By Elizabeth Sargeant
Ford’s eco-footprint has shrunk as their use of recycled water bottles in their vehicle grows. The company has been using recycled plastic in their trucks, SUVs and cars since 1990, and is now using up to 300 recycled plastic bottles to assist in the production of just one vehicle.
This equals out to approximately 1.2 billion water bottles ethically recycled a year.
“We do it because it makes sense technically and economically as much as it makes sense for the environment,” stated Thomas Sweder, a Ford Motors design engineer earlier this year.
“This material is very well suited for the parts we’re making with it, and is extremely functional.”
According to Ford, the recycled bottles are shredded into small pieces and sold to suppliers to turn into fibres. These fibres are eventually melted into sheets of plastic for the underbody of their vehicles.

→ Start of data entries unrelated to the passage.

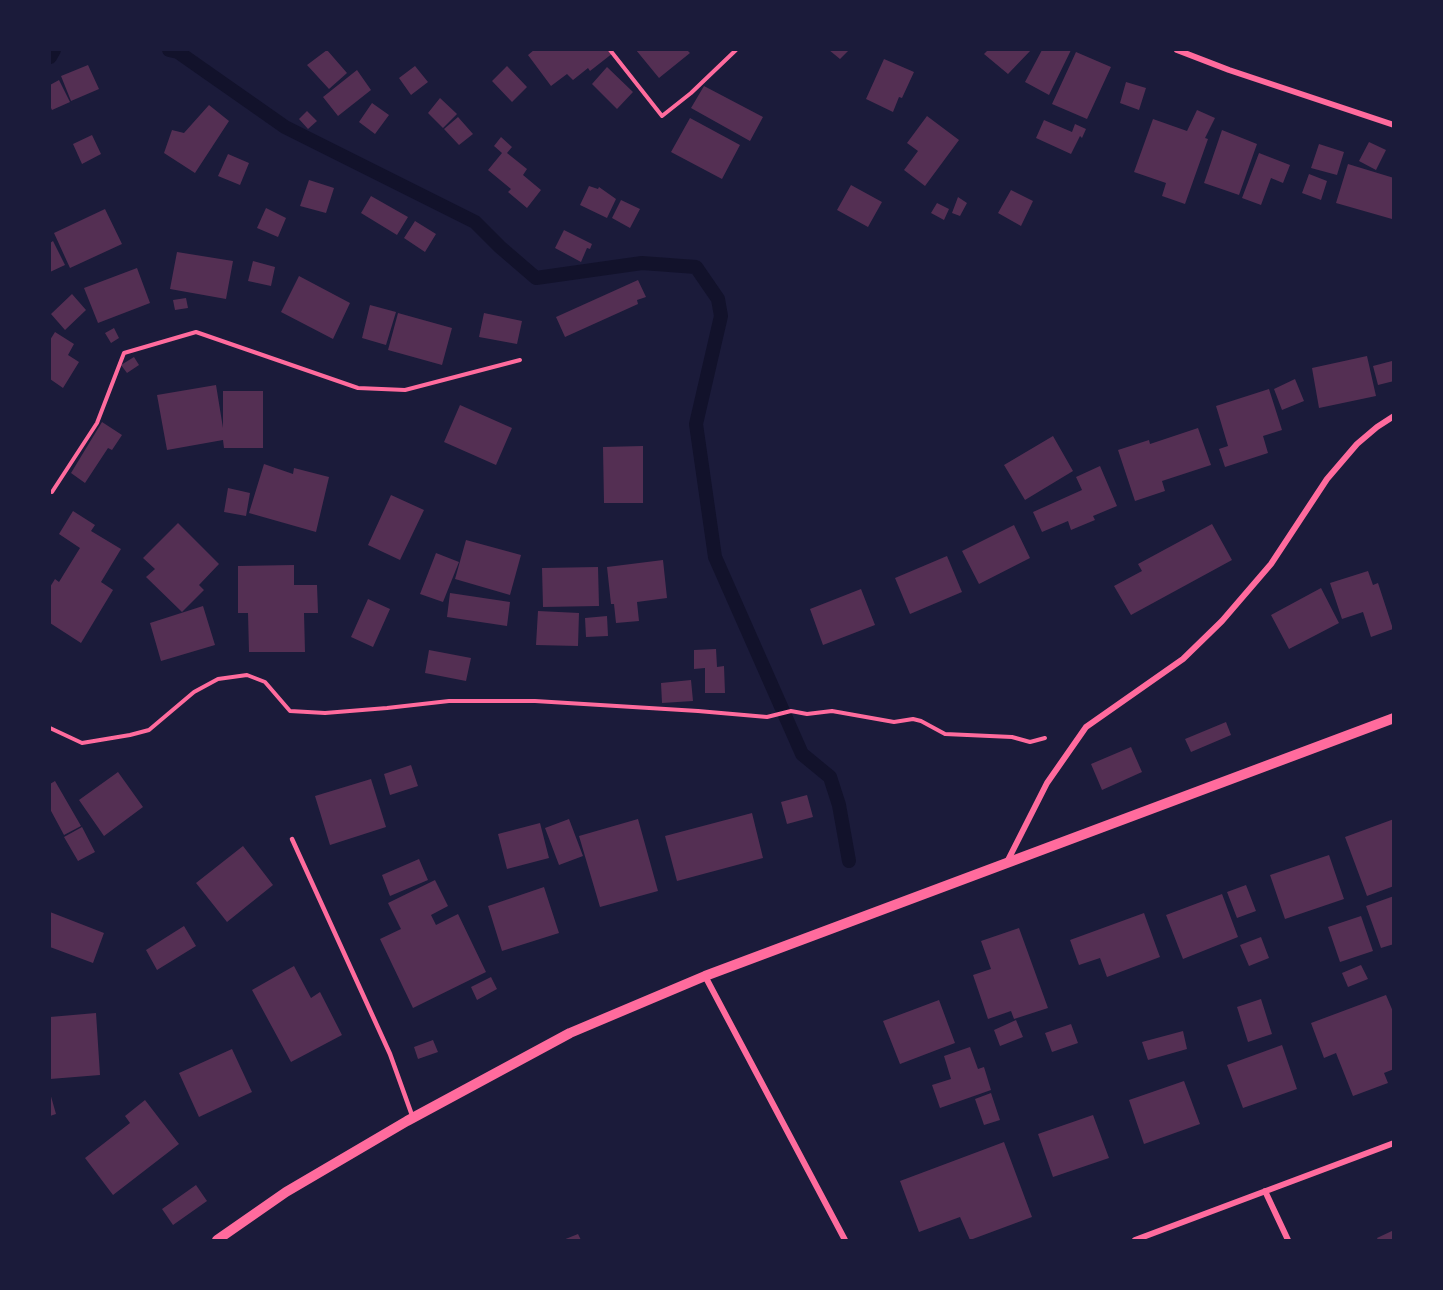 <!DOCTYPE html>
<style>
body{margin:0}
#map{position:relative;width:1443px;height:1290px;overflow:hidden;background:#1b1b3a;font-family:Manrope,sans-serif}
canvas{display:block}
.frame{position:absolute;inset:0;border:51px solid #1b1b3a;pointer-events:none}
</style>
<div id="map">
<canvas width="1443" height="1290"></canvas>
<div class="frame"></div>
</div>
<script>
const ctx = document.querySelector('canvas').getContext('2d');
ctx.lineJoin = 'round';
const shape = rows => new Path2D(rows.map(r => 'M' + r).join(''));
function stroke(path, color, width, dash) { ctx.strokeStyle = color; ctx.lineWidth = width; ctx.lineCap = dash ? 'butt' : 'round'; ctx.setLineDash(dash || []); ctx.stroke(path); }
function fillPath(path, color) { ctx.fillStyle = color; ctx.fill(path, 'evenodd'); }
stroke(shape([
 [169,50,178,52,285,127,475,222,500,247,536,278,642,263,696,267,718,299,721,316,696,424,715,557,802,754,830,777,839,805,849,861],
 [50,57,54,50]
]), '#12122b', 14);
fillPath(shape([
 [327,50,347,73,329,89,307,65],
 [534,50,610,50,613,53,590,71,588,68,573,80,567,74,551,86,528,55],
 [636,50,687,50,690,53,659,78],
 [829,50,849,50,840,59],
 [988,50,1031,50,1008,74,984,54],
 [1042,50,1071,50,1049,95,1025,82],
 [1076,52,1111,67,1087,119,1052,104],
 [884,59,914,72,902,98,899,97,893,112,866,99],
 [88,65,99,89,71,101,61,76],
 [415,66,428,82,411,95,399,78],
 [507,66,527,87,512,102,492,81],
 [607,67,633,92,617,109,592,84],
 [357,70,371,90,338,116,323,97],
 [59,80,70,102,52,110,50,106,50,85],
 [1126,82,1146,88,1139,110,1120,103],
 [704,86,763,117,750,141,691,108],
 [440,98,457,114,443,128,428,113],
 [372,103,389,115,375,134,359,122],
 [209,105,229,121,195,173,164,153,172,130,184,133],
 [1197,110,1215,118,1205,138,1208,139,1185,204,1162,196,1166,183,1134,172,1153,119,1187,131],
 [307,111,317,121,308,129,299,119],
 [927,116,959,140,925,186,904,170,918,151,907,143],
 [458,117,473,134,459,145,444,129],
 [690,118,740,145,722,179,671,152],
 [1044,120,1072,132,1075,124,1086,129,1082,138,1080,136,1071,154,1036,138],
 [1222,130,1257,144,1239,195,1204,183],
 [92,135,101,154,82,164,73,144],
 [501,137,512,147,507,153,527,169,523,175,541,190,527,208,508,192,511,189,488,170,502,153,494,146],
 [1369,142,1386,150,1376,170,1359,161],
 [1319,144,1344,152,1337,175,1311,168],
 [1259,153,1290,165,1283,183,1271,178,1261,205,1242,198],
 [228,154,249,163,240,185,218,176],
 [1348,164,1394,178,1394,212,1392,219,1336,203],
 [1309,174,1327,181,1321,200,1302,193],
 [309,180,334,188,326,213,300,206],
 [851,185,882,202,868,227,837,210],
 [589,186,598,189,599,187,616,199,607,218,580,205],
 [1011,190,1033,201,1021,226,998,213],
 [371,196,408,217,397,235,361,213],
 [958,197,967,203,960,216,952,213],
 [621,200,640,209,630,228,612,218],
 [937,203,949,209,944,220,931,213],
 [266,208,286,218,278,237,257,228],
 [105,209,122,244,70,268,54,233],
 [415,221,436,234,425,252,404,238],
 [564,230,592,244,590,249,587,248,581,262,555,248],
 [53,241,65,265,50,272,50,243],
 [177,252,233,261,226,299,170,289],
 [253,261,275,267,271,286,248,281],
 [137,268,150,303,98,323,84,288],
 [299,276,350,303,333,339,281,312],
 [638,280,646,297,637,300,638,304,565,337,556,317],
 [72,294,86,310,65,330,51,314],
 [186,298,188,308,175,310,173,300],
 [370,305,396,312,386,345,362,338],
 [398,313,452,328,442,365,388,350],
 [484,313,522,321,517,344,479,337],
 [114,328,119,338,111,343,105,333],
 [55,332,74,344,68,355,79,362,63,388,50,379,50,340],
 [1367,356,1376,396,1319,408,1312,368],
 [134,357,139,365,127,373,121,365],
 [1392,361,1394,381,1378,385,1373,366],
 [1295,379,1304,401,1282,410,1274,389],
 [216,385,223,428,223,391,263,391,263,448,224,448,223,440,167,450,157,395],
 [1269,389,1282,430,1263,436,1268,453,1225,467,1219,449,1228,446,1216,406],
 [460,405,512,428,496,465,444,442],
 [102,422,122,435,112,450,108,448,85,483,71,473],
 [1198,428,1211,465,1162,481,1165,491,1135,501,1118,450,1149,440,1150,444],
 [1053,436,1073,471,1025,500,1004,465],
 [643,446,643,503,604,503,603,447],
 [264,464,293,474,294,468,329,477,316,532,249,513],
 [1100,466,1117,506,1093,516,1095,520,1071,530,1068,521,1042,532,1033,512,1082,490,1076,477],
 [228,488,250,493,246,516,224,512],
 [391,495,424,510,400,560,368,545],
 [73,511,95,525,91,531,121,549,101,582,113,590,81,643,50,623,50,587,55,579,59,582,80,548,59,534],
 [178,523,219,564,199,585,204,590,182,612,146,577,155,569,143,558],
 [1212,524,1232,560,1131,615,1114,586,1142,571,1138,564],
 [1014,525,1030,558,979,584,962,551],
 [466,540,521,555,510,595,455,579],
 [436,553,459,562,443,602,420,594],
 [947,556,962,592,910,614,895,578],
 [663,560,667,598,637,602,639,621,616,623,614,604,611,604,607,567],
 [294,565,294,585,317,585,318,613,304,613,305,652,249,652,248,613,238,613,238,566],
 [598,567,599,606,543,607,542,568],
 [1368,571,1373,585,1378,583,1393,629,1371,637,1363,612,1342,619,1330,583],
 [1321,588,1339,623,1289,649,1271,615],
 [861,589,875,625,823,645,810,609],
 [450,593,510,602,507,626,447,617],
 [368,599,390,609,373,647,351,637],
 [203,606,215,645,161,661,150,623],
 [538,611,579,613,578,646,536,645],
 [607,616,608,636,586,637,585,618],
 [716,649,717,667,724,666,725,693,705,693,705,668,694,669,694,650],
 [429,650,471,658,466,681,425,673],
 [691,680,693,701,662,703,661,683],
 [1226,722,1231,735,1191,752,1185,739],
 [1131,747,1142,772,1102,790,1091,764],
 [411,765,418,786,390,795,384,774],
 [118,772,143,807,104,836,79,800],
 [371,779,386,827,330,845,315,796],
 [55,781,81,826,64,835,50,809,50,784],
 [807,795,813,817,787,824,781,802],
 [752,813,763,858,677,881,665,836],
 [569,819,583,856,559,865,545,828],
 [638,819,658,891,600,907,579,836],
 [1394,819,1394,886,1367,896,1345,837],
 [540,823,549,858,507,869,498,834],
 [82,827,95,852,78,861,64,837],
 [243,846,273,885,227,922,196,883],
 [1329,855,1344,899,1285,919,1270,875],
 [419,859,428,880,390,896,382,875],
 [435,880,448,906,431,915,436,925,458,914,486,972,413,1008,380,939,401,929,388,903],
 [1246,885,1256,911,1237,918,1227,892],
 [544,887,559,933,502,951,488,906],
 [1222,894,1238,937,1183,959,1166,915],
 [1394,896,1394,944,1381,948,1366,906],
 [50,912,104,933,93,963,50,947],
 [1144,913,1160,957,1107,977,1100,958,1079,965,1070,940],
 [1361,916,1373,951,1340,962,1328,927],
 [184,926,196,946,157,970,146,950],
 [1019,928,1048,1008,1014,1019,1011,1011,988,1019,973,975,991,969,981,941],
 [1261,937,1269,958,1249,966,1240,945],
 [1361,965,1368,979,1348,987,1342,973],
 [294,966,311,998,320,992,342,1035,291,1062,252,990],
 [491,977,497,989,477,1000,471,987],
 [1386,995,1394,1014,1394,1069,1384,1073,1388,1083,1353,1096,1336,1053,1324,1058,1311,1023],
 [1261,999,1272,1034,1248,1042,1237,1007],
 [939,1000,955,1043,900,1064,883,1021],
 [96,1013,100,1075,50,1079,50,1017],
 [1016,1020,1023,1037,1000,1046,994,1030],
 [1071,1024,1078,1043,1052,1052,1045,1033],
 [1183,1031,1187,1049,1148,1060,1142,1042],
 [433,1040,438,1052,418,1059,414,1047],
 [1282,1045,1297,1089,1243,1108,1227,1065],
 [970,1047,978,1069,984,1067,991,1090,940,1108,932,1085,951,1079,944,1056],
 [232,1049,252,1092,199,1117,179,1073],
 [1184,1081,1200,1124,1144,1144,1129,1100],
 [50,1093,56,1114,50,1116],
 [991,1093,1000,1120,984,1125,975,1099],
 [145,1100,179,1144,113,1195,85,1158,130,1123,125,1116],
 [1093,1115,1109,1158,1053,1177,1038,1134],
 [1004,1142,1032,1217,970,1240,960,1217,919,1232,900,1181],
 [196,1185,207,1201,173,1225,162,1209],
 [1394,1230,1394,1240,1378,1240,1377,1238],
 [578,1234,581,1240,563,1240]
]), '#542f53');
stroke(shape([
 [610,50,662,116,691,93,736,50],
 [52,492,97,423,124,353,196,332,358,388,405,390,520,360],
 [50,728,82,743,130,735,149,730,194,692,218,679,247,675,265,682,290,711,325,713,387,708,449,701,535,701,698,711,767,717,791,711,807,714,832,711,894,722,913,719,921,721,945,734,1012,737,1030,742,1045,738]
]), '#ff6b9d', 4);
stroke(shape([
 [292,839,390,1054,413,1118]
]), '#ff6b9d', 4.5);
stroke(shape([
 [1177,50,1229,70,1394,125],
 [1007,862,1047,783,1086,727,1183,659,1222,621,1271,564,1327,479,1357,444,1377,427,1394,416],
 [705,976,845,1240],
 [1265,1191,1288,1240],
 [1135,1240,1394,1143]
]), '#ff6b9d', 6);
stroke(shape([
 [217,1240,286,1192,407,1121,570,1033,705,976,1394,718]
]), '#ff6b9d', 10);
</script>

Ford has reported that the light-weight nature of the plastic improves aerodynamics in vehicles, which results in fuel efficiency, another environmental issue that pengs Ford’s interest and concern.
“The underbody shield is a large part, and for a part that big, if we use solid plastic it would likely weigh three times as much,” said Sweder.
Ford announced in February this year that they would partner with locally-sourced renewable energy sources to power their plants in efforts to lessen their carbon footprint even more and improve their own fuel efficiency.